Believe it or not, I still remember something the pastor who married us said to us during pre-marriage counseling. “If this goes well,” he said, “one of you will stand at the other’s grave site some day.”

That sounded morbid, but I also know instinctively what he meant. Our vows included the common promise “til death do us part.” That’s pretty plain, we were in this come what may. There was a vow to love each other. There was no promise that our lives would be easy.

After my wife’s first surgery, the anesthesiologist, who knows my parents, complimented me to my parents for how I had been during my wife’s surgery. I was confused. All I had done was wait in the waiting room. But no, he said. I was there in pre-op, holding her hand, giving her a kiss, praying with her, at her side til they had to wheel her off to the operating room. And I was there when she came out, smiling, assuring her of my love in spite of what the surgeons had to do. I thought this would be typical. But I was told many husbands impatiently ask how long it will take before leaving for work, or a golf game. Others don’t even show up, leaving the driving to their wife’s friend or another family member.

I in no way want to put myself on a pedestal. I am blessed to have been raised by parents who model this kind of love. I’ve also witnessed it in many others who in turn inspire me.

But I worry about our society. I worry about people who could say even of the need to care for an ill spouse that they didn’t sign up for that. Many people these days don’t understand love. It is perceived as a good feeling generated toward someone else. But that’s only part of it. Love in its full bloom is a verb. It is about what we do, not just how we feel. In particular, it is about what we do for others, before ourselves.

As the Apostle Paul wrote to the early church in Corinth, “Love is patient, love is kind. It does not envy, it does not boast, it is not proud. It does not dishonor others, it is not self-seeking, it is not easily angered, it keeps no record of wrongs.”

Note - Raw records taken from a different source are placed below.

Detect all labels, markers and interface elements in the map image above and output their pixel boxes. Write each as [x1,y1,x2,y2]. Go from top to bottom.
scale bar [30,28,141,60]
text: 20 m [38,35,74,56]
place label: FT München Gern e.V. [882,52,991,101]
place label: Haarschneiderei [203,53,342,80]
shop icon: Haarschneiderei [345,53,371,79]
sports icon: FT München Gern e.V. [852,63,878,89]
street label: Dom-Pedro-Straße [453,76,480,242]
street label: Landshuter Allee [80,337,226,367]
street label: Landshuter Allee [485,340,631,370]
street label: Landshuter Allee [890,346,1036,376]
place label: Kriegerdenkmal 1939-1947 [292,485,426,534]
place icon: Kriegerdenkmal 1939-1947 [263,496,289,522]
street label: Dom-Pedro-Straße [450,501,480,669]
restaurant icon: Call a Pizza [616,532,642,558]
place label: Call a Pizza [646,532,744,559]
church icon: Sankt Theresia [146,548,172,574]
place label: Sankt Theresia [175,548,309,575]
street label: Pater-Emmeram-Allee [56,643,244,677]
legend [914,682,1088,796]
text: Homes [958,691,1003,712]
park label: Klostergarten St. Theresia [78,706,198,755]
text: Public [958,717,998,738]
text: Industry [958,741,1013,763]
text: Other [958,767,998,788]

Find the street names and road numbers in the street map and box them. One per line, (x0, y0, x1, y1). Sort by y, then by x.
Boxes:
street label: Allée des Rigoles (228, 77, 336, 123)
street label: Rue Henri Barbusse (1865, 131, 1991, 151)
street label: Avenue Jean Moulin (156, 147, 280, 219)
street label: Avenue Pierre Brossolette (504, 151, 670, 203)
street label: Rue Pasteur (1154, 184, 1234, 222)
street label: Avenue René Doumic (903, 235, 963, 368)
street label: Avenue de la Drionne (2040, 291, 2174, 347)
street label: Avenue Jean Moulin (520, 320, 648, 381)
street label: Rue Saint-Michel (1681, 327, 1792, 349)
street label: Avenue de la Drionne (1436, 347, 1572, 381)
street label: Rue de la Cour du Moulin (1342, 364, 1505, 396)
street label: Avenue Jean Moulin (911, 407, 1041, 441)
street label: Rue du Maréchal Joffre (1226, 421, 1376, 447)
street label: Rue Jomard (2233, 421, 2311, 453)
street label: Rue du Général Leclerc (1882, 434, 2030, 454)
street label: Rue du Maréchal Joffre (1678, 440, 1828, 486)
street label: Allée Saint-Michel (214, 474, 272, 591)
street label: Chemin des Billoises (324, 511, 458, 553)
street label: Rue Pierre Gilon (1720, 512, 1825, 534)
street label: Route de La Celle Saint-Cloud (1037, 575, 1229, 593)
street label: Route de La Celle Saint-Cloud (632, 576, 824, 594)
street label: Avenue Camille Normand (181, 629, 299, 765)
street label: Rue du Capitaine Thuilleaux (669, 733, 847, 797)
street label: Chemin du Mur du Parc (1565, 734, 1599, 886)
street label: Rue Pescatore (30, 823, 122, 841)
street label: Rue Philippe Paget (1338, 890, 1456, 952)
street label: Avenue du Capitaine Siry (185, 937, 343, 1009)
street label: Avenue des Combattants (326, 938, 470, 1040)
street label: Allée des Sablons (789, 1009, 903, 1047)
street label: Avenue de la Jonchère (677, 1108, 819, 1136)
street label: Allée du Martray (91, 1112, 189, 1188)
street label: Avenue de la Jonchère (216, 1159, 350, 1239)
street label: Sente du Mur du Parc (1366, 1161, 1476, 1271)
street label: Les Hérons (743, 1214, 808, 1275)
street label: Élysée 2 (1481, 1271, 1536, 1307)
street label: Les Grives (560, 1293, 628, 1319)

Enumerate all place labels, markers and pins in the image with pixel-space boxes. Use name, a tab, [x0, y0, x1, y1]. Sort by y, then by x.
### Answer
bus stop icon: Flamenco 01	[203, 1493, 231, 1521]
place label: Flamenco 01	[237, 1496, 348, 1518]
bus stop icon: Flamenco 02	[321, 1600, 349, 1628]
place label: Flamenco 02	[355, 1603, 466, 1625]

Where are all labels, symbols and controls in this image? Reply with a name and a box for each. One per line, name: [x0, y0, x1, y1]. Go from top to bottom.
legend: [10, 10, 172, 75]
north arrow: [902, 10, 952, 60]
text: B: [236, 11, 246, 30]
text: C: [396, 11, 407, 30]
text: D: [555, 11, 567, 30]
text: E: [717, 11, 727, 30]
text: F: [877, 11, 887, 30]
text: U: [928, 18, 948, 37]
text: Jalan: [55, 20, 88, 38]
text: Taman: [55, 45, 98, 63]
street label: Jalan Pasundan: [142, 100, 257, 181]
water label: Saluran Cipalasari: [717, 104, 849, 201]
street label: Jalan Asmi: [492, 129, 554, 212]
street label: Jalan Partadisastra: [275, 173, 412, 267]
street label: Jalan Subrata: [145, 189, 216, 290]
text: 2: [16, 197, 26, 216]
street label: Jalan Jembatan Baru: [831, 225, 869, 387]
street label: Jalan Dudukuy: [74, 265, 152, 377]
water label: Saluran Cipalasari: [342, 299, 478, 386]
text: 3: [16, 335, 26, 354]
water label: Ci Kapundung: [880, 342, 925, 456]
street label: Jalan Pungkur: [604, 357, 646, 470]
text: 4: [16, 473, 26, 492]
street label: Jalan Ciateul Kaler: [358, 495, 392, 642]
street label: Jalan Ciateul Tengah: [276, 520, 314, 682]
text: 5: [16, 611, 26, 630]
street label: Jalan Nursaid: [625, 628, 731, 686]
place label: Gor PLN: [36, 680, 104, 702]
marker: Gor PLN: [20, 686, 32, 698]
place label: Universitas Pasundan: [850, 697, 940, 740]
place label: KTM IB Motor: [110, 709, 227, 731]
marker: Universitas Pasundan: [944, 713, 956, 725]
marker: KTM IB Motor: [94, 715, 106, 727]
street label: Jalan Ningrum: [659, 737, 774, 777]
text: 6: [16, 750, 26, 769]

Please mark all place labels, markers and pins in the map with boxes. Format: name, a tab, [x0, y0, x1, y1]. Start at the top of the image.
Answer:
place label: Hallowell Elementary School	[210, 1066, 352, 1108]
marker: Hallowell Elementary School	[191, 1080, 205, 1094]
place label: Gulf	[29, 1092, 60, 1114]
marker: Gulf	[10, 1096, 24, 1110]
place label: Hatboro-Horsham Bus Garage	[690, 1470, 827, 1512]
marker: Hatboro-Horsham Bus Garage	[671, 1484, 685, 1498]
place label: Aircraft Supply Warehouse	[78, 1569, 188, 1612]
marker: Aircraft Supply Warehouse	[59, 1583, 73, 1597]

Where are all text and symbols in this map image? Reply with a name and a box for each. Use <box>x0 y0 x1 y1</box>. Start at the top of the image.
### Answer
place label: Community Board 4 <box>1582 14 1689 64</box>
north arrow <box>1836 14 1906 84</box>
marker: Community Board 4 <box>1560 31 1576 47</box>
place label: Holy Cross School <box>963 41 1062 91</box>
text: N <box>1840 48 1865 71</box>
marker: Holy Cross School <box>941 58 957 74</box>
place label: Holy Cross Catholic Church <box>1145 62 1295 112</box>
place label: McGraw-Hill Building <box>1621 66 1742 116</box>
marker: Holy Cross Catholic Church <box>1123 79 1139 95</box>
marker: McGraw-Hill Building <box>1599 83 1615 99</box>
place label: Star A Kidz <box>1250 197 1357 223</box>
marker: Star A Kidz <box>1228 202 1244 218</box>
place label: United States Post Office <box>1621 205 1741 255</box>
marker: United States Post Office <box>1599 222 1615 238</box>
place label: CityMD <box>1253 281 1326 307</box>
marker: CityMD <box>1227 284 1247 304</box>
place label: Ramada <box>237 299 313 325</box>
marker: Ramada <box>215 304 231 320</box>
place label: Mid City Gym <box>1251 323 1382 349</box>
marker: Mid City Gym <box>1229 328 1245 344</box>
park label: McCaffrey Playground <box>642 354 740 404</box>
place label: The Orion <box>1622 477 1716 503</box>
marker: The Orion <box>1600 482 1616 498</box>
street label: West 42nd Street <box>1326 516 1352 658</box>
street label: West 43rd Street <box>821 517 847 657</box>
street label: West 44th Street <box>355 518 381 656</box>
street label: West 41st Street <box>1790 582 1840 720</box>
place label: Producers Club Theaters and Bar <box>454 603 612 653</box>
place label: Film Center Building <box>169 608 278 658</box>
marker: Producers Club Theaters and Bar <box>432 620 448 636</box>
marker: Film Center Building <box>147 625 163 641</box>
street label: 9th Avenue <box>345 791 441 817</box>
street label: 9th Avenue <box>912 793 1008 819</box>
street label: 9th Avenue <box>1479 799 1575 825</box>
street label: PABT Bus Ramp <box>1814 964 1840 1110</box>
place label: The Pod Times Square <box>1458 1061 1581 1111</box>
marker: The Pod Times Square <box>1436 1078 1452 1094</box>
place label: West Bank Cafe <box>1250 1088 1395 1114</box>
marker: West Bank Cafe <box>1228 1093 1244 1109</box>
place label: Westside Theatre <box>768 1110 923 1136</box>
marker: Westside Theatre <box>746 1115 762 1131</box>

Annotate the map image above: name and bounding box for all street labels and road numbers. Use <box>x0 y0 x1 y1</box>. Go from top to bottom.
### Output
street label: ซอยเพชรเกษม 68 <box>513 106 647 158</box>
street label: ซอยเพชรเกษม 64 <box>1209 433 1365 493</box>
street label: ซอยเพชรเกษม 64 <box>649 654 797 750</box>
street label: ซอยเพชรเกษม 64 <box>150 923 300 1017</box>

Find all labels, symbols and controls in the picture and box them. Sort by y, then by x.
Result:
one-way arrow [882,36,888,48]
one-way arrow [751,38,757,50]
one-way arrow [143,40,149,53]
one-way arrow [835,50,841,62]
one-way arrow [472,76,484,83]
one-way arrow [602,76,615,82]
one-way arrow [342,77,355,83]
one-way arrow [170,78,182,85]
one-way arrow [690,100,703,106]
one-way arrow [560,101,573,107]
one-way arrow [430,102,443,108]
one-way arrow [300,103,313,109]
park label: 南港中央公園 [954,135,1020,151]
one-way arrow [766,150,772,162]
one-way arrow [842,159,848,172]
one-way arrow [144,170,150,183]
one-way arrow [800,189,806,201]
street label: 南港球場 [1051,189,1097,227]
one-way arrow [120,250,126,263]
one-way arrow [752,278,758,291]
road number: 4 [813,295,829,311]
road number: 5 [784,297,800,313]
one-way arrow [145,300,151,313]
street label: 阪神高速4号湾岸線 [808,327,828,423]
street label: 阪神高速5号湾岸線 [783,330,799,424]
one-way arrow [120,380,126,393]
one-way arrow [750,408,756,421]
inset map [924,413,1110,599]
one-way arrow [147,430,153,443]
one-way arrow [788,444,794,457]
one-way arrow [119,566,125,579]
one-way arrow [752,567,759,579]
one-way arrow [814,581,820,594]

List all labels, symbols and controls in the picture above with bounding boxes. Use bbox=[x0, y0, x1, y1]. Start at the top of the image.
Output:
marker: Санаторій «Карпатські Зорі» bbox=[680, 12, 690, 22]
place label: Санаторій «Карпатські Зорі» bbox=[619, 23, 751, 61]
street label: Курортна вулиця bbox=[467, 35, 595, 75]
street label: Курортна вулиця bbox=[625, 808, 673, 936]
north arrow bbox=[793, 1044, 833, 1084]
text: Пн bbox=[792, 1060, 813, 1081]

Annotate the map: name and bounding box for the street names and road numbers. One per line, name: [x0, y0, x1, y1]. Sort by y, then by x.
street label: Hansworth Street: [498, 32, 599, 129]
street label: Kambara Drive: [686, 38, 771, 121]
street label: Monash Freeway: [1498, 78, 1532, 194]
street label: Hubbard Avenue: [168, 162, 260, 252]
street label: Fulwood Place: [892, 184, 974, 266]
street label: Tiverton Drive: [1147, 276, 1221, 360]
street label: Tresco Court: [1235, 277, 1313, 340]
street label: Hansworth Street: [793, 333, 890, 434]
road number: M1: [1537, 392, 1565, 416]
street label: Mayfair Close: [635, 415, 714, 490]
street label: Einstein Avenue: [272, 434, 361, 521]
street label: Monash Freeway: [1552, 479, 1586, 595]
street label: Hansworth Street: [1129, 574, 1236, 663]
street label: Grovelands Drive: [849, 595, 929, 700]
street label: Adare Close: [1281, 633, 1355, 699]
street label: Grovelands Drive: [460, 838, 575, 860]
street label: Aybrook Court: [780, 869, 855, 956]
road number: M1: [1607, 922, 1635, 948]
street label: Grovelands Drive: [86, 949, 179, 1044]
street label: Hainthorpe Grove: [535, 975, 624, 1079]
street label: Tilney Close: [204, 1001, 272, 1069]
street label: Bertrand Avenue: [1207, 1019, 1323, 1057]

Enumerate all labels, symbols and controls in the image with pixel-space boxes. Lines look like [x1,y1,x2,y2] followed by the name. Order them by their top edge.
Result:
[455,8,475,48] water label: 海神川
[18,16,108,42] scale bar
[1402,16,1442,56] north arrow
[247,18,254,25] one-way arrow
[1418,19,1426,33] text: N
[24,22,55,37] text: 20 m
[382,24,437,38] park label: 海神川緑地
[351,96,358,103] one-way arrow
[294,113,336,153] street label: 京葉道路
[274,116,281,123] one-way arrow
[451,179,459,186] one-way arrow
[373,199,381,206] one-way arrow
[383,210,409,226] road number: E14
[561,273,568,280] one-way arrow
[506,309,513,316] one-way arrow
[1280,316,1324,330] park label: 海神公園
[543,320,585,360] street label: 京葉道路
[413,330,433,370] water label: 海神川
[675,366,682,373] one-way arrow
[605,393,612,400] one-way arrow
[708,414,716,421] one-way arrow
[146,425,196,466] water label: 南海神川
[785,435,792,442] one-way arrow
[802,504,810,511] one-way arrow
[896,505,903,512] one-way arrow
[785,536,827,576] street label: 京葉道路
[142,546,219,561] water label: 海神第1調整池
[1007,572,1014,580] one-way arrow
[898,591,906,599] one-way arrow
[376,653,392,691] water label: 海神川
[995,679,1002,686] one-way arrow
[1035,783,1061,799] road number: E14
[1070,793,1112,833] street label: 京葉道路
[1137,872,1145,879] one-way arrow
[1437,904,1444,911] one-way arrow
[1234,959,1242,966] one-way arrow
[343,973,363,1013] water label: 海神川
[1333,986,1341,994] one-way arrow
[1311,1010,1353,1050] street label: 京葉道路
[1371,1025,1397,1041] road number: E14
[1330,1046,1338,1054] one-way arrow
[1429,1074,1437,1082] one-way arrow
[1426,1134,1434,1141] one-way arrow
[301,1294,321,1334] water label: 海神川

That’s really a beautiful way of saying love does not consider what one ‘signed up for.’ If you made a marriage vow, you DID sign up for whatever comes next. If you truly understand love, you will see the beauty and blessing of active love in both the mountaintops and valleys of your journey together.

Thursday, September 3, 2015

Preserving the Past

We redid our basement this summer. It started out that we would re-carpet. But, having moved everything out of the basement, we decided to re-paint. And then, looking at everything we moved out, we decided we needed new furniture.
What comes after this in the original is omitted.